Владимир Высоцкий[138]

– Да, будем мушкетерами.

– Хотя бы в сутане.

– Особенно в сутане, в этом-то и прелесть.

Александр Дюма. «Двадцать лет спустя»
МЕНЯ КУПИЛИ НА КОРНЮ

На рынок труда отправился Анатолий уже подкованным по части знаний о реальном бизнесе. «Так получилось, что в нашей группе в институте учился поляк Павел Бискупский, – вспоминает Анатолий. – В 1981 году он уехал в Польшу, оттуда – в Австрию, а в 1986 году вернулся в Россию открывать бизнес маленькой австрийской компании, торговавшей компьютерами. Ее владельцем был австриец Ганс Хойфер. Тут Бискупский вспомнил обо мне и принялся уговаривать перейти к нему на работу. Но что такое в те времена оставить стабильную работу во всесоюзном НИИ, чтобы пойти в некую западную компанию? Когда моя мама узнала, что я собираюсь уходить, всплеснула руками: это как же так! А пенсия?»[139]

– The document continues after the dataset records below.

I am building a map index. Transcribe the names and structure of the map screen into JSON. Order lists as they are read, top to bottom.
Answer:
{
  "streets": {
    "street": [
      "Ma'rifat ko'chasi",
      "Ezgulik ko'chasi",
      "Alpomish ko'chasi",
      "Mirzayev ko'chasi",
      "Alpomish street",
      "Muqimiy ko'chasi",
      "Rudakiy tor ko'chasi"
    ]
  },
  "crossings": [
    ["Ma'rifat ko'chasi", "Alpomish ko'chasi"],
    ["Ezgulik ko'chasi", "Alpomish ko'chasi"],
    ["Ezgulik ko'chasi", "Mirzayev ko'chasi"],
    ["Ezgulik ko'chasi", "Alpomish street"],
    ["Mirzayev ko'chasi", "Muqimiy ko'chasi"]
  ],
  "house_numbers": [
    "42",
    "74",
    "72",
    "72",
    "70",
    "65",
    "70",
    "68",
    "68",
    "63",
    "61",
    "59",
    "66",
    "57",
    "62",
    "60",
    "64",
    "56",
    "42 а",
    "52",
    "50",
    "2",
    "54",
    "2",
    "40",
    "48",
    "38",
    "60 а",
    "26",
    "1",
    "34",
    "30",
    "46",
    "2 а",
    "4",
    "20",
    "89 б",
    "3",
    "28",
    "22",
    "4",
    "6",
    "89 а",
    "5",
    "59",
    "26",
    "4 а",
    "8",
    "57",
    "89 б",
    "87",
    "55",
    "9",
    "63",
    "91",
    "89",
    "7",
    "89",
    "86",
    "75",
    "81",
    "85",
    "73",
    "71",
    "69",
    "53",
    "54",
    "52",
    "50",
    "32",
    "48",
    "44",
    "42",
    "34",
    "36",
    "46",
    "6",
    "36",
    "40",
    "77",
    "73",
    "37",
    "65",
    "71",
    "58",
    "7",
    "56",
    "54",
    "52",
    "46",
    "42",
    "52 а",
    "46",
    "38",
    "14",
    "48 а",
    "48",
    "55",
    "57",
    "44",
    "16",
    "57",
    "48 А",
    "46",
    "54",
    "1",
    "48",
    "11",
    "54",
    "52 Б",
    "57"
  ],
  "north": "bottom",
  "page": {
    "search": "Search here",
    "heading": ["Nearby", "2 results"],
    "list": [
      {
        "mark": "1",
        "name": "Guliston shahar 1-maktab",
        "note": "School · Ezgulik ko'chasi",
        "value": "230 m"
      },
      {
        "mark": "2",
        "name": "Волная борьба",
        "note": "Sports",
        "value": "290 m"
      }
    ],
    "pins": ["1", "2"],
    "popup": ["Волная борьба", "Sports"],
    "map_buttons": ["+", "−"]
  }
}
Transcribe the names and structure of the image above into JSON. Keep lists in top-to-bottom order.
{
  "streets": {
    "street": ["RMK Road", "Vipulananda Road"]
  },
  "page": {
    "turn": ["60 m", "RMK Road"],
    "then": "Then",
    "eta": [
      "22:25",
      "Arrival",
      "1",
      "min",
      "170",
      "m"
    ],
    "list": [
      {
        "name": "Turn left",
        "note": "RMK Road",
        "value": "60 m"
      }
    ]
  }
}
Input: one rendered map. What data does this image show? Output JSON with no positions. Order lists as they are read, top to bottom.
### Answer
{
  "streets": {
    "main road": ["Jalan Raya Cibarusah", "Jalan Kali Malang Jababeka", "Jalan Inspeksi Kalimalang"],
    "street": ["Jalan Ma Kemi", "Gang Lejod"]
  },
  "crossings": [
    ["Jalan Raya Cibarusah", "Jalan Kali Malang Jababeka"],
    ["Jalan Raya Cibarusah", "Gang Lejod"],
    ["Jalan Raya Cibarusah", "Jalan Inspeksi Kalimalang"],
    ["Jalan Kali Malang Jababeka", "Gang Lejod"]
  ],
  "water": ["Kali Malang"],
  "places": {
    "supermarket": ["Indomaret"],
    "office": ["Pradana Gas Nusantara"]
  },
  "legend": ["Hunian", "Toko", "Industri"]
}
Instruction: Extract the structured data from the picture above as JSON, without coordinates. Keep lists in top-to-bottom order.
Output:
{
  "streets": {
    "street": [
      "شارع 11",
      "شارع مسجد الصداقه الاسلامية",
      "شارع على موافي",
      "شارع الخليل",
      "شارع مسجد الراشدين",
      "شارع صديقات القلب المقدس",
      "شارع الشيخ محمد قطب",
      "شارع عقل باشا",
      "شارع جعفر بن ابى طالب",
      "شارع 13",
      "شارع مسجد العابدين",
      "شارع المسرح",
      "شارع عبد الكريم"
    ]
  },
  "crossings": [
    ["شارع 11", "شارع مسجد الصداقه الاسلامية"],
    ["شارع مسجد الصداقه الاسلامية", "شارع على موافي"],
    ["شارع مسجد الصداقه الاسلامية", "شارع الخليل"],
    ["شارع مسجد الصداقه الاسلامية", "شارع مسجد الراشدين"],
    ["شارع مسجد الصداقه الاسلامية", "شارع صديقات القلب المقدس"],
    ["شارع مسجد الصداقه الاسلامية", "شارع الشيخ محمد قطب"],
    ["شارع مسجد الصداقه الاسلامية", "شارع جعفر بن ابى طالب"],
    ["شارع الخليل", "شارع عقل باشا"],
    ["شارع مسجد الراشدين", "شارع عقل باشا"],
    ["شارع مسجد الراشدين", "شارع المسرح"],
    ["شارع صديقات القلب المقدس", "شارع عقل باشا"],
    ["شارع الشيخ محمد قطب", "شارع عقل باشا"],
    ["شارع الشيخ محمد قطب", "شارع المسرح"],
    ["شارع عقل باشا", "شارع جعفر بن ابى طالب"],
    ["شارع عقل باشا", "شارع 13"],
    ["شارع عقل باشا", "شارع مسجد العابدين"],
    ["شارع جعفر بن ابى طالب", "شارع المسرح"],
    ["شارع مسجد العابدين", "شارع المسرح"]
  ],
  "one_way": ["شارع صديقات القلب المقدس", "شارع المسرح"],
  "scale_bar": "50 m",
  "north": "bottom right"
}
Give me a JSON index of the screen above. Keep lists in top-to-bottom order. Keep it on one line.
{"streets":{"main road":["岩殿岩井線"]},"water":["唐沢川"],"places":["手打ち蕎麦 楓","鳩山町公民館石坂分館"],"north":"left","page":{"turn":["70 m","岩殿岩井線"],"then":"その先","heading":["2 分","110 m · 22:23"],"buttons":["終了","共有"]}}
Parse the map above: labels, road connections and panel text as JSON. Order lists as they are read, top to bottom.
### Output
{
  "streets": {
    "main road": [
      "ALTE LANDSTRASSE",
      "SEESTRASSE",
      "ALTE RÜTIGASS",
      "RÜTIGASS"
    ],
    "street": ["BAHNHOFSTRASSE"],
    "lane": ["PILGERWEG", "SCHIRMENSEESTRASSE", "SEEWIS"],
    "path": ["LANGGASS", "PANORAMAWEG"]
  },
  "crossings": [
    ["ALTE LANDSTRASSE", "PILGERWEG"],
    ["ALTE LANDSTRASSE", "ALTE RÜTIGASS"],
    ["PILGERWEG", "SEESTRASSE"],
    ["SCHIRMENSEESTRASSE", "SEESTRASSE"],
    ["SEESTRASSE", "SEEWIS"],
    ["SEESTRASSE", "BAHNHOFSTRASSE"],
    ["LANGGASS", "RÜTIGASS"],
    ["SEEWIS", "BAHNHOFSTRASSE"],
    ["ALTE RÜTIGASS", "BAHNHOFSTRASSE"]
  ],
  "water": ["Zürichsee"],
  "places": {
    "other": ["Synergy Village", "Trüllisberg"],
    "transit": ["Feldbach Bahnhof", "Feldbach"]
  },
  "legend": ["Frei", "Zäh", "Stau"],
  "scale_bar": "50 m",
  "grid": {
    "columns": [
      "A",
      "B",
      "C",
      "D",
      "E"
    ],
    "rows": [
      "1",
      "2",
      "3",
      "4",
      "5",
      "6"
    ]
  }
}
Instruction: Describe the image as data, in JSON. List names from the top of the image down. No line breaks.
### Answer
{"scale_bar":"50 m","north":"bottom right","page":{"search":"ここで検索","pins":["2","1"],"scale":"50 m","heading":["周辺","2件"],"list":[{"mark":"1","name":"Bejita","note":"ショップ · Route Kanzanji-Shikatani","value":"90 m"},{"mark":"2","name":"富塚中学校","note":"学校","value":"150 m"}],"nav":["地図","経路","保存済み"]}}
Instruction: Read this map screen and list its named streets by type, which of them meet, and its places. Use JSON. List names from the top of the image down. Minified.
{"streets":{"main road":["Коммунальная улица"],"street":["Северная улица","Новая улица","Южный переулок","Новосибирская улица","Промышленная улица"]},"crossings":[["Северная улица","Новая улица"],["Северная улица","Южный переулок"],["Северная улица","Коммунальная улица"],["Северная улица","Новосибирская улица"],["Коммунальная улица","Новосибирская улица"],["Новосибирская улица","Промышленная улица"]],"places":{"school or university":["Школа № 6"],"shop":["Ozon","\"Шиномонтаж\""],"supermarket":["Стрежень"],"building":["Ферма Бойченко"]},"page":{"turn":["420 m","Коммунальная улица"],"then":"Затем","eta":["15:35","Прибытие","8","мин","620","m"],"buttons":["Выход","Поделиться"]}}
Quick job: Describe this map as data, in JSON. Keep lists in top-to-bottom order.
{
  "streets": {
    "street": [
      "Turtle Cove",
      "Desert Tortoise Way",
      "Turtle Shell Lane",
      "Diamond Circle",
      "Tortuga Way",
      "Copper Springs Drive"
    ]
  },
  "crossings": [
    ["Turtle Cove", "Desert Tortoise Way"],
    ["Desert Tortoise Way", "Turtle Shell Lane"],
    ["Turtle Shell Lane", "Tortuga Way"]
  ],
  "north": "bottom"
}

Глосса о том, чем его купили на корню

Это был 86-й год, Горбачев только пришел. Бискупский приезжает сюда, и мне звонит, и говорит: я работаю в одной австрийской компании, мы решили в Советском Союзе компьютеры продавать, нам нужен человек. Пошли! Я сказал: зачем мне это надо? У меня такая интересная работа, все классно. Он меня сначала зарплатой заманивал. Я получал рублей 250 и считал, что выше крыши, девать некуда. У нас двое детей уже было, жена работала, я работал. Нам хватало: получали рублей 400 на двоих, казалось, больше не надо. Потом он меня купил одной вещью. Долго не мог понять, чего я на зарплату не введусь, предлагал 400 рублей, 500. Не понимал, что мне интересно. Я говорил: мне на работе интересно, мы запускам новую систему. Чего ты от меня хочешь? Он говорит: давай мы тебе компьютер дома поставим. И этим меня купили на корню.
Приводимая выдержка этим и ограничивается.